All of this is not to say that Israel does not face serious security concerns in the West Bank and beyond. It does, of course. But to believe it is all simply about security is to not give enough credit to the settler and religious Zionists movements that insist on annexation and the absorption of Judea and Samaria into Israel. They are, after all, exacting the same kind of concessions with their small blocs that the Ultra-Orthodox do with theirs. Observers of Israeli politics know there is little difference, except, in this case, there is more significant opposition to the idea of annexation within Israel than there is acceptance of a shared prayer space at the Kotel. As Daniel Gordis states plainly, Israelis simply don’t care that much about it, or are hostile or confused by the idea of a pluralist Judaism.
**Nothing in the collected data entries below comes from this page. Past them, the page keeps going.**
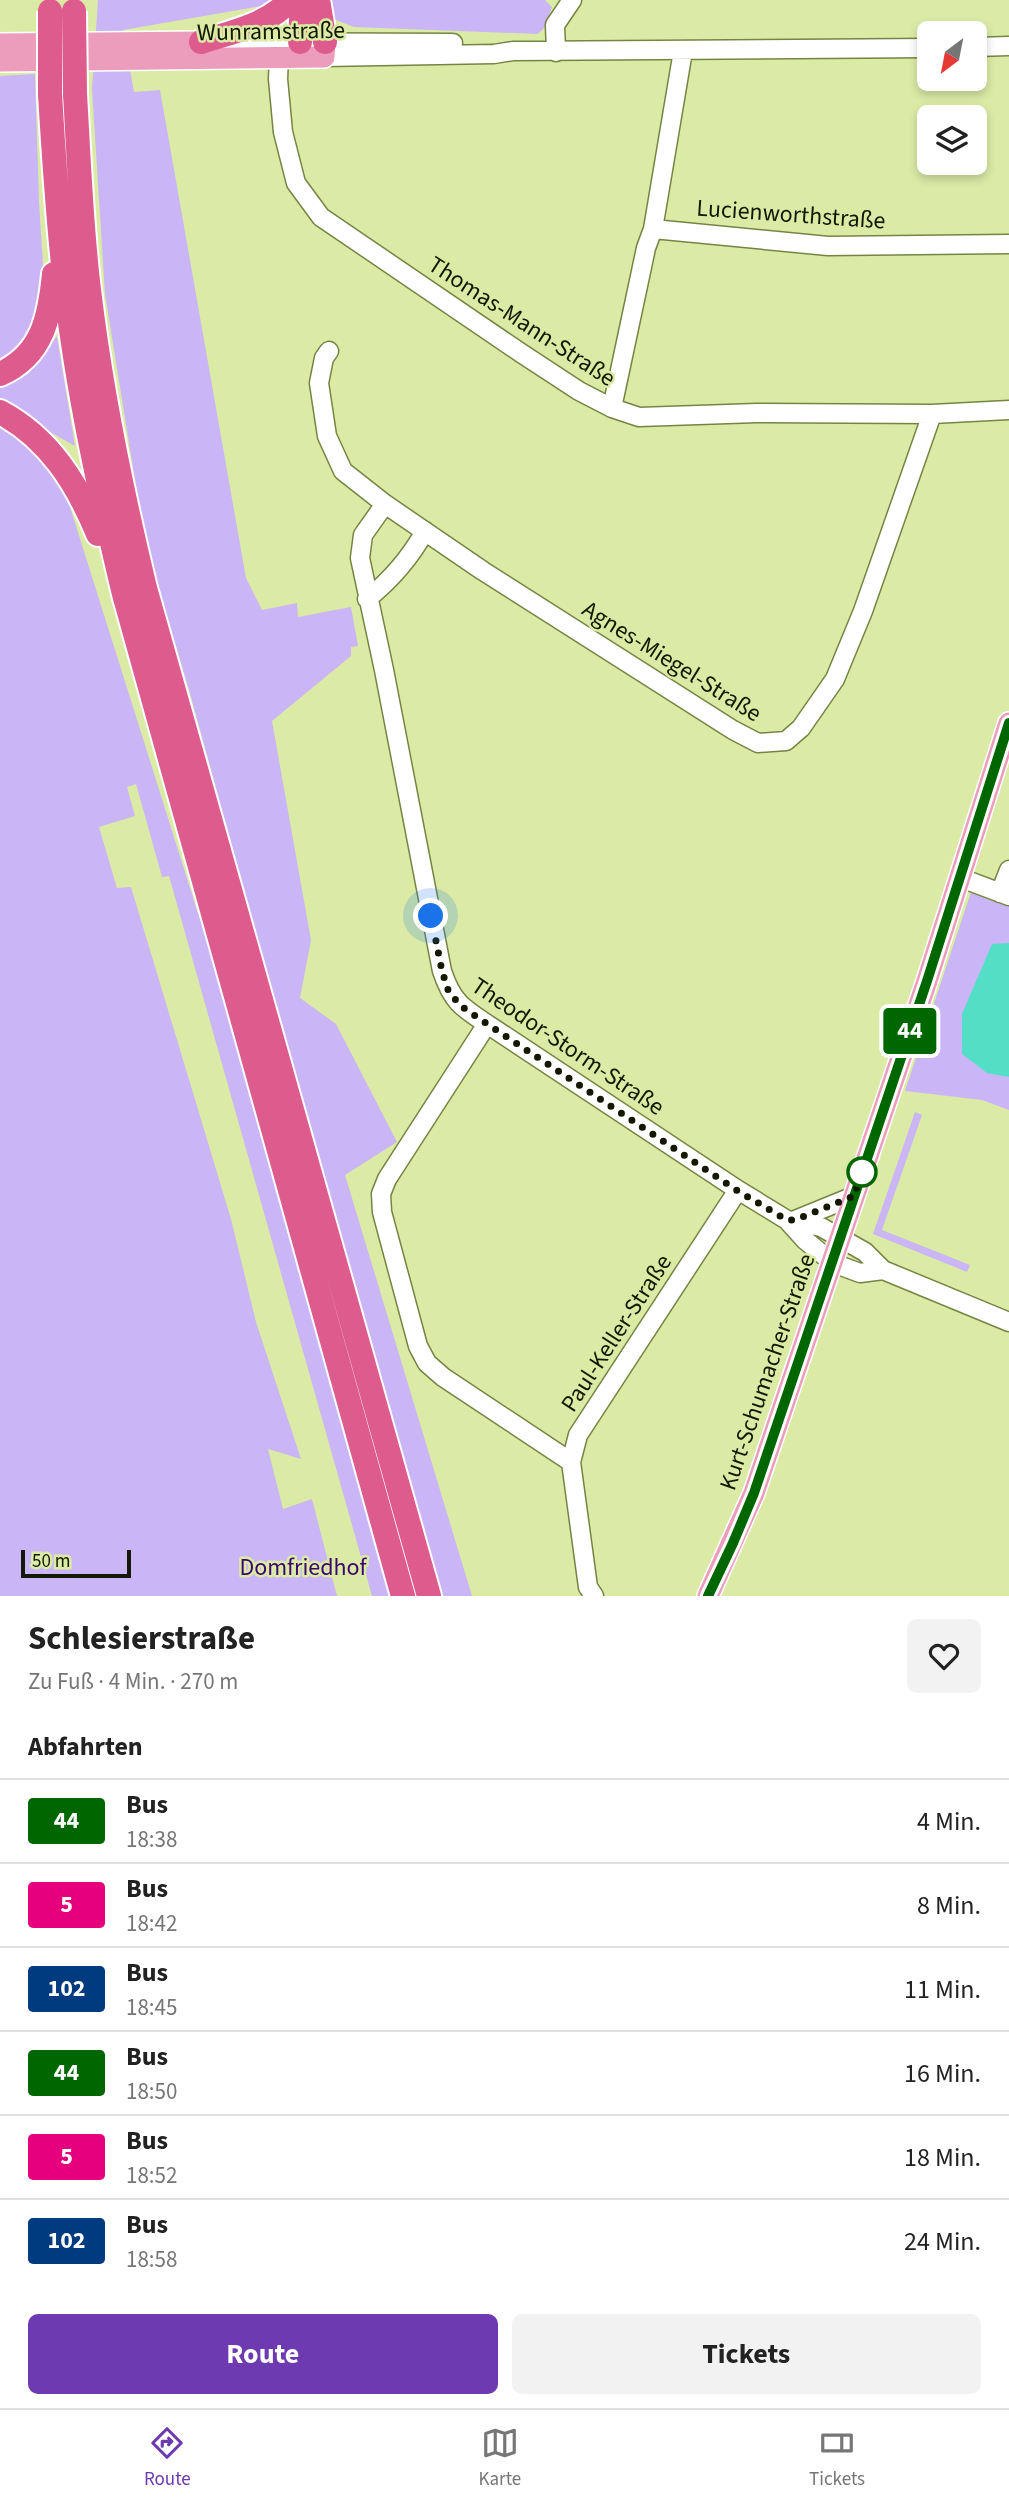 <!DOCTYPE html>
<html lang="de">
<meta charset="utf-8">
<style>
:root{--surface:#fff;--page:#f2f2f2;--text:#222;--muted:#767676;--line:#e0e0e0;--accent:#6d3ab1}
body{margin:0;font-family:"Source Sans 3",sans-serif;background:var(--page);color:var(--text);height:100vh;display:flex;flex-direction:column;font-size:26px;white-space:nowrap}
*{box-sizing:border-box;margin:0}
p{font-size:23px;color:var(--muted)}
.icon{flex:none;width:38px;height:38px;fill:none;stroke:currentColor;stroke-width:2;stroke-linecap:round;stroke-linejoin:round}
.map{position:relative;height:1596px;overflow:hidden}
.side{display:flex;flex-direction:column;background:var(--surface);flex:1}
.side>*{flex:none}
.badge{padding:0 14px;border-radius:5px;font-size:24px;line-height:46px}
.needle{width:46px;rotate:212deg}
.fabs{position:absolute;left:917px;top:21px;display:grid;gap:14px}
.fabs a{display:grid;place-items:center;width:70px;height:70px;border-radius:10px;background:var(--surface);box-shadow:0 4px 10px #0003;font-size:35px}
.scale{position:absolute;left:21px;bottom:18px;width:110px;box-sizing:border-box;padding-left:7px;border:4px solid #141801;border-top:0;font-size:19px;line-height:24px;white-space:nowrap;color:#141801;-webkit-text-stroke:5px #dbeba6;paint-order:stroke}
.you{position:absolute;width:35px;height:35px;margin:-18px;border:5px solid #fff;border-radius:50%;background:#1a73e8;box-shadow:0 0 0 10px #1a73e833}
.map>.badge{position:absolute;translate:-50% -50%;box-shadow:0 0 0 4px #fff}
h2{padding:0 28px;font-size:26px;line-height:63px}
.round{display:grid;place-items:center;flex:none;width:74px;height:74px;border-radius:10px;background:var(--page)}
.headline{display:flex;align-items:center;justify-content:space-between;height:119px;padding:0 28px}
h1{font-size:33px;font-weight:700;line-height:52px}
.cta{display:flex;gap:14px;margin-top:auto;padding:14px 28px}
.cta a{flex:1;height:80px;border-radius:10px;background:var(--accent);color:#fff;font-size:28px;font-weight:700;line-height:80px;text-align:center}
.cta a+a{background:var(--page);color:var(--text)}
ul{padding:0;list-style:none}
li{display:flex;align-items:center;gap:21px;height:84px;padding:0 28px;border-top:2px solid var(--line)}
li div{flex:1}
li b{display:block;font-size:26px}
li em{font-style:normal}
li .badge{min-width:77px;font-weight:700;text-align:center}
.menu{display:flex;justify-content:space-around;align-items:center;height:98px;border-top:2px solid var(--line);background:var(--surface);font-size:19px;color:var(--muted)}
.menu a{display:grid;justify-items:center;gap:4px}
.menu .active{color:var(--accent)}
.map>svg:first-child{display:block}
.green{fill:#cab5f7}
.water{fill:#53dfc6}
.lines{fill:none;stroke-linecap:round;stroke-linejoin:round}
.minor-casing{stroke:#768443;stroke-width:21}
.major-casing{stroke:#fff;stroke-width:24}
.highway-casing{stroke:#fff;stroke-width:28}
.minor{stroke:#fff;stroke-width:18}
.major{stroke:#eb9dbb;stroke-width:21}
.highway{stroke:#dd5b8d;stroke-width:24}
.highway-bridge-casing{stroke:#fff;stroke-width:28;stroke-linecap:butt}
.highway-bridge{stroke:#dd5b8d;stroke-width:24}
.line-casing{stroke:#fff;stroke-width:16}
.line{stroke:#060;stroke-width:10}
.walk{stroke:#141801;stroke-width:7;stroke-dasharray:0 12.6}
.stop-dot{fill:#fff;stroke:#060;stroke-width:3.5}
.labels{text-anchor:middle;stroke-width:5;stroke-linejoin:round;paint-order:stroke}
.street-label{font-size:24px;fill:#141801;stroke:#dbeba6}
.park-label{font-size:24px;fill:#3b046e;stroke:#dbeba6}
</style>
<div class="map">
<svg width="1009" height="1596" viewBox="0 0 1009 1596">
<rect width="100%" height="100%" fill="#dbeba6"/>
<path class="green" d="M98,0h447l7,7 -7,20 -7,7 -184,-7 -18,-7 -9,-16 -59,1 -145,25 11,62 26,-2 86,488 16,32 35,-7 1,14 53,-10 7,39 -7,1v9l-79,65 39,219 -11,58 36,26 61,118 -52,33 127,421h-34l-249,-906 -44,-148 -40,-248 -13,-205z
M35,74l4,128 6,95 -12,40 -33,32v-293z
M57,336l18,110 -75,-42v-18l28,-12z
M0,428l26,14 39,49 154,489 174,616h-21l-203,-720 -7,1 -26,-93 -9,3 8,29 -36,11 18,61 14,-1 100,332 25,103 45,137 -33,-10 15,60 29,-10 25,97h-337z
M971,892l38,13v205l-27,-10 -77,-9z
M915,1112l7,3 -40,115 88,35 -3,7 -94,-38z"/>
<path class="water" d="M1009,943v134l-22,-4 -25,-19v-40l30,-70z"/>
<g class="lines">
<defs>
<path id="minor" d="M219,42l234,1
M975,47l34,-1
M556,52l-1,-27 17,-25
M279,56l-1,23 5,53 13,51 25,34 200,136 58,38 33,17 27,9 118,-4 175,1 77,-4
M324,57l170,-3 19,-3 416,-3
M653,229l175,17 181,-2
M329,351l-5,7 -5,25 8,53 16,35 42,33 98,67 250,159 25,13 28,-2 15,-13 34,-49 28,-68 69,-197
M612,408l34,-160 7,-19 30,-178
M385,504l-22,31 -3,23 24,112 58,301c10,30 19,36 45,53l251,166 49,30 18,20 28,23 27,10 23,-3
M367,599c24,-19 43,-41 58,-68
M961,878l48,18
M1000,893l9,-23
M487,1024l-100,155 -6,15 1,18 36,134 9,17 16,14 128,85
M787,1220l34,7 44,25 18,18 126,52
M795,1220l59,-24
M594,1596l-6,-9 -17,-125 7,-27 160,-245"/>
<path id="major" d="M0,44l201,-2
M0,61l324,-4 1,-15
M708,1596l46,-103 173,-512 82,-258"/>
<path id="highway" d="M318,0l7,42
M201,42c31,-10 67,-17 89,-42
M300,42l2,-42
M50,94c4,66 8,132 16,197 12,102 34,203 58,303l279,1002
M75,94c4,66 6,131 14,196 12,101 32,199 56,298l284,1008
M0,374c43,-19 50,-58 54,-100
M0,412c49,26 77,71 98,122"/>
</defs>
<use href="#minor" class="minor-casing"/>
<use href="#major" class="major-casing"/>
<use href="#highway" class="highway-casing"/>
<use href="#minor" class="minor"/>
<use href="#major" class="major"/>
<use href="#highway" class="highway"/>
<defs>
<path id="highway-bridge" d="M50,11v83
M74,11l1,83"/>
</defs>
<use href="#highway-bridge" class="highway-bridge-casing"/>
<use href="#highway-bridge" class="highway-bridge"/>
</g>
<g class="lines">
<defs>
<path id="line" d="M708,1596l25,-53 21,-50 173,-512 82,-258"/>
</defs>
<use href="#line" class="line-casing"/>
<use href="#line" class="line"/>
<path class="walk" d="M431,916l11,55 7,22 16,16 273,182 49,29h8l59,-24 8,-24"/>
</g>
<circle class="stop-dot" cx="862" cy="1172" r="14"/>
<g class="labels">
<g class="street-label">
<text transform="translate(271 31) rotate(-1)" y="8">Wunramstraße</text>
<text transform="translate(791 214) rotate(4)" y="8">Lucienworthstraße</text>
<text transform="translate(522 321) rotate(33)" y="8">Thomas-Mann-Straße</text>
<text transform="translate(672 661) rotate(32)" y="8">Agnes-Miegel-Straße</text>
<text transform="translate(568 1046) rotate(34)" y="8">Theodor-Storm-Straße</text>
<text transform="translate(616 1333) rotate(-57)" y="8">Paul-Keller-Straße</text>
<text transform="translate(767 1372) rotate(-71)" y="8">Kurt-Schumacher-Straße</text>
</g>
<g class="park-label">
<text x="303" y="1575">Domfriedhof</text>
</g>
</g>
</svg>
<div class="fabs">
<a><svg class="needle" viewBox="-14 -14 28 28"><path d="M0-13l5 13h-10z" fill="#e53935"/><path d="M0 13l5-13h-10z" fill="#767676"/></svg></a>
<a><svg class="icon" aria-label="layers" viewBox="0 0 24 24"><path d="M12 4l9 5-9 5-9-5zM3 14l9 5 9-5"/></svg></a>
</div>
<div class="scale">50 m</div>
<div class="you" style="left:431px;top:916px"></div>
<b class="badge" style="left:910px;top:1031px;background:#060;color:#fff">44</b>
</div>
<section class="side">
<div class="headline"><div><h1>Schlesierstraße</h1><p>Zu Fuß · 4 Min. · 270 m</p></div><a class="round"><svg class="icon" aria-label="heart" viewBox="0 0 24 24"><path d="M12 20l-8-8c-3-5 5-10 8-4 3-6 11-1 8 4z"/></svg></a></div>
<h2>Abfahrten</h2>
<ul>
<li><span class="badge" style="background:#060;color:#fff">44</span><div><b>Bus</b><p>18:38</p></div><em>4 Min.</em></li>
<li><span class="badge" style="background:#e6007e;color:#fff">5</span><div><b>Bus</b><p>18:42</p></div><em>8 Min.</em></li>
<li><span class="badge" style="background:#003b80;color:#fff">102</span><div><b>Bus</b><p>18:45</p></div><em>11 Min.</em></li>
<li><span class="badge" style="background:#060;color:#fff">44</span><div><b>Bus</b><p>18:50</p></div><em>16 Min.</em></li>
<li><span class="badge" style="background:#e6007e;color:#fff">5</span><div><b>Bus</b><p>18:52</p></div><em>18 Min.</em></li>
<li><span class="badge" style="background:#003b80;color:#fff">102</span><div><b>Bus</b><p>18:58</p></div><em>24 Min.</em></li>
</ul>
<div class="cta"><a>Route</a><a>Tickets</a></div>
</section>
<nav class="menu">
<a class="active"><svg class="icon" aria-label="directions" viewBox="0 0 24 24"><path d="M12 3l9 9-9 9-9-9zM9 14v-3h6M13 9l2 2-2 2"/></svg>Route</a>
<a><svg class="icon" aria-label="map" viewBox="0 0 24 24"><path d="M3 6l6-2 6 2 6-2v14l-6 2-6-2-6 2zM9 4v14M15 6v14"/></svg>Karte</a>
<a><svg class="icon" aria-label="tickets" viewBox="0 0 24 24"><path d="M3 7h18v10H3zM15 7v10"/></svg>Tickets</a>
</nav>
The Kotel is a sideshow. The real battle for Israel’s soul and future, of the nature of the Jewish state, is happening in the hills of Judea where Jewish civilization was grown and incubated thousands of years ago. Attenuating the connection of American Jews to Israel by saying that our matters of peoplehood stop at the border of the Old City is to deny them their right, as Jews, to partake in the conversation of Jewish civilization.